Même si les tours avec étages en retrait perdurent au Canada jusque dans les années 1950, l'humeur d'après-guerre, axée sur l'avenir, entraîne un changement de cap radical sur le plan esthétique. Le prototype est le Seagram Building à New York (1954-1958), construit sous la direction de Phyllis LAMBERT pour le compte de la multinationale canadienne de Joseph E. SEAGRAM et fils (voir COMPAGNIE SEAGRAM LIMITÉE, LA), qui marque l'apparition des édifices commerciaux élégants, dans une veine minimaliste à murs rideaux, dans le domaine des affaires en Amérique du Nord.

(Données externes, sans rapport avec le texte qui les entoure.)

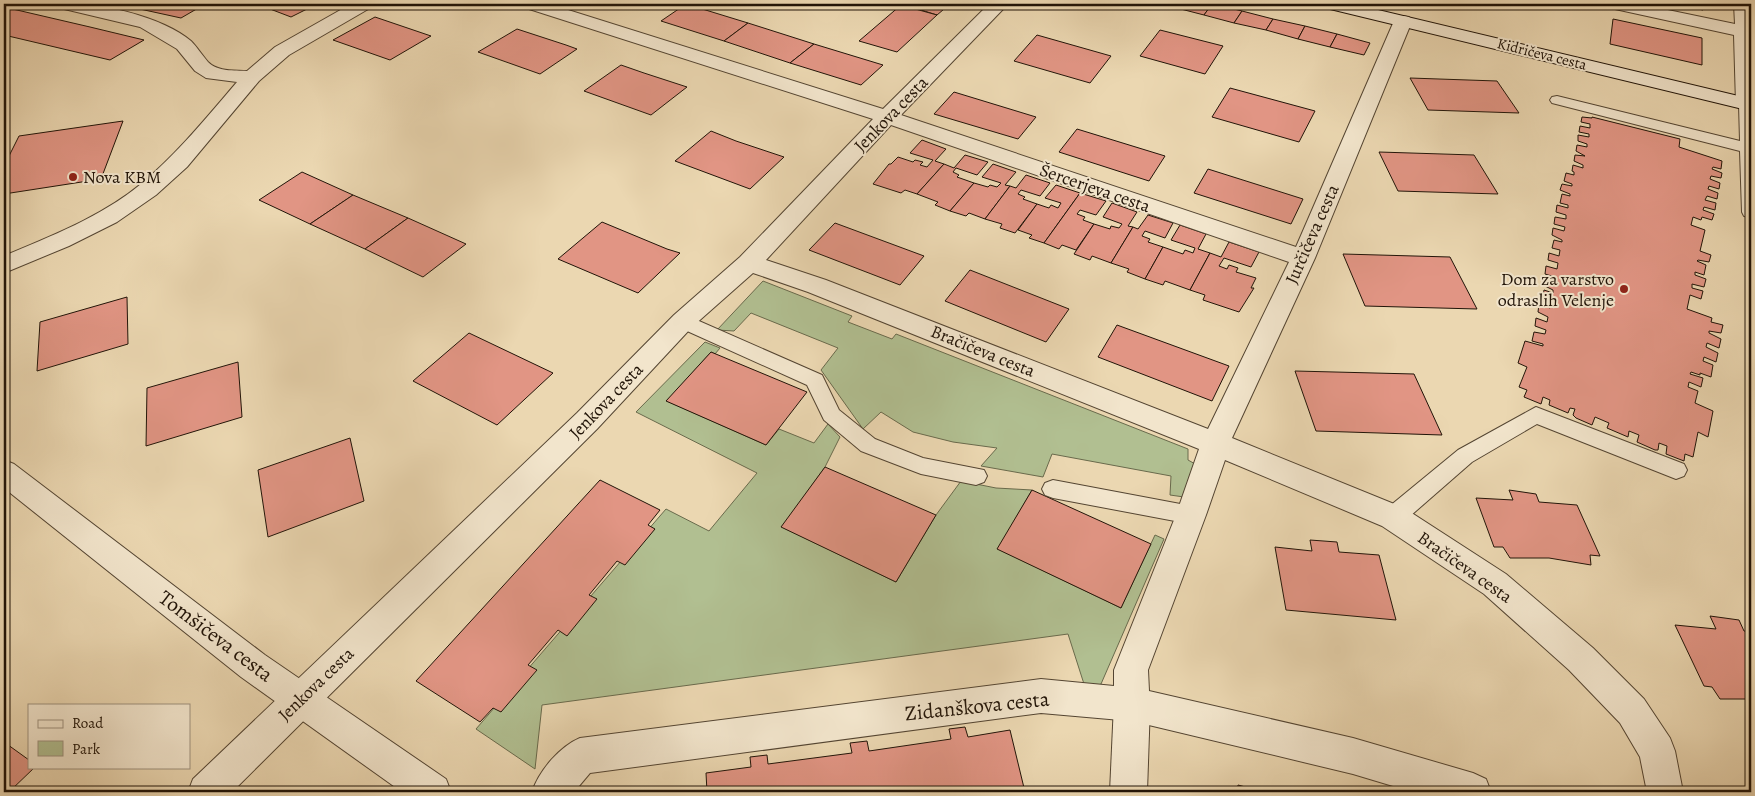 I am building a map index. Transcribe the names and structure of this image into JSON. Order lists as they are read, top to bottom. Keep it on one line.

Ce style révolutionne l'aspect des gratte-ciel en ramenant la paroi extérieure à une couche de panneaux en verre immenses maintenus en place par une grille de fine membrure métallique. Le mur rideau en verre fait son apparition au Canada à l'hôtel de ville d'Oshawa (1953) et produit un maximum d'effet avec l'élégant immeuble de 22 étages de la B.C. Electric (maintenant la tour Electra) à Vancouver (1955-1957) (voir THOMPSON, BERWICK, PRATT AND PARTNERS). Les conceptions minimalistes gagnent en popularité durant une période où le Canada jouit d'une grande prospérité, et de nombreuses tours modernes s'élèvent des esplanades dans les villes.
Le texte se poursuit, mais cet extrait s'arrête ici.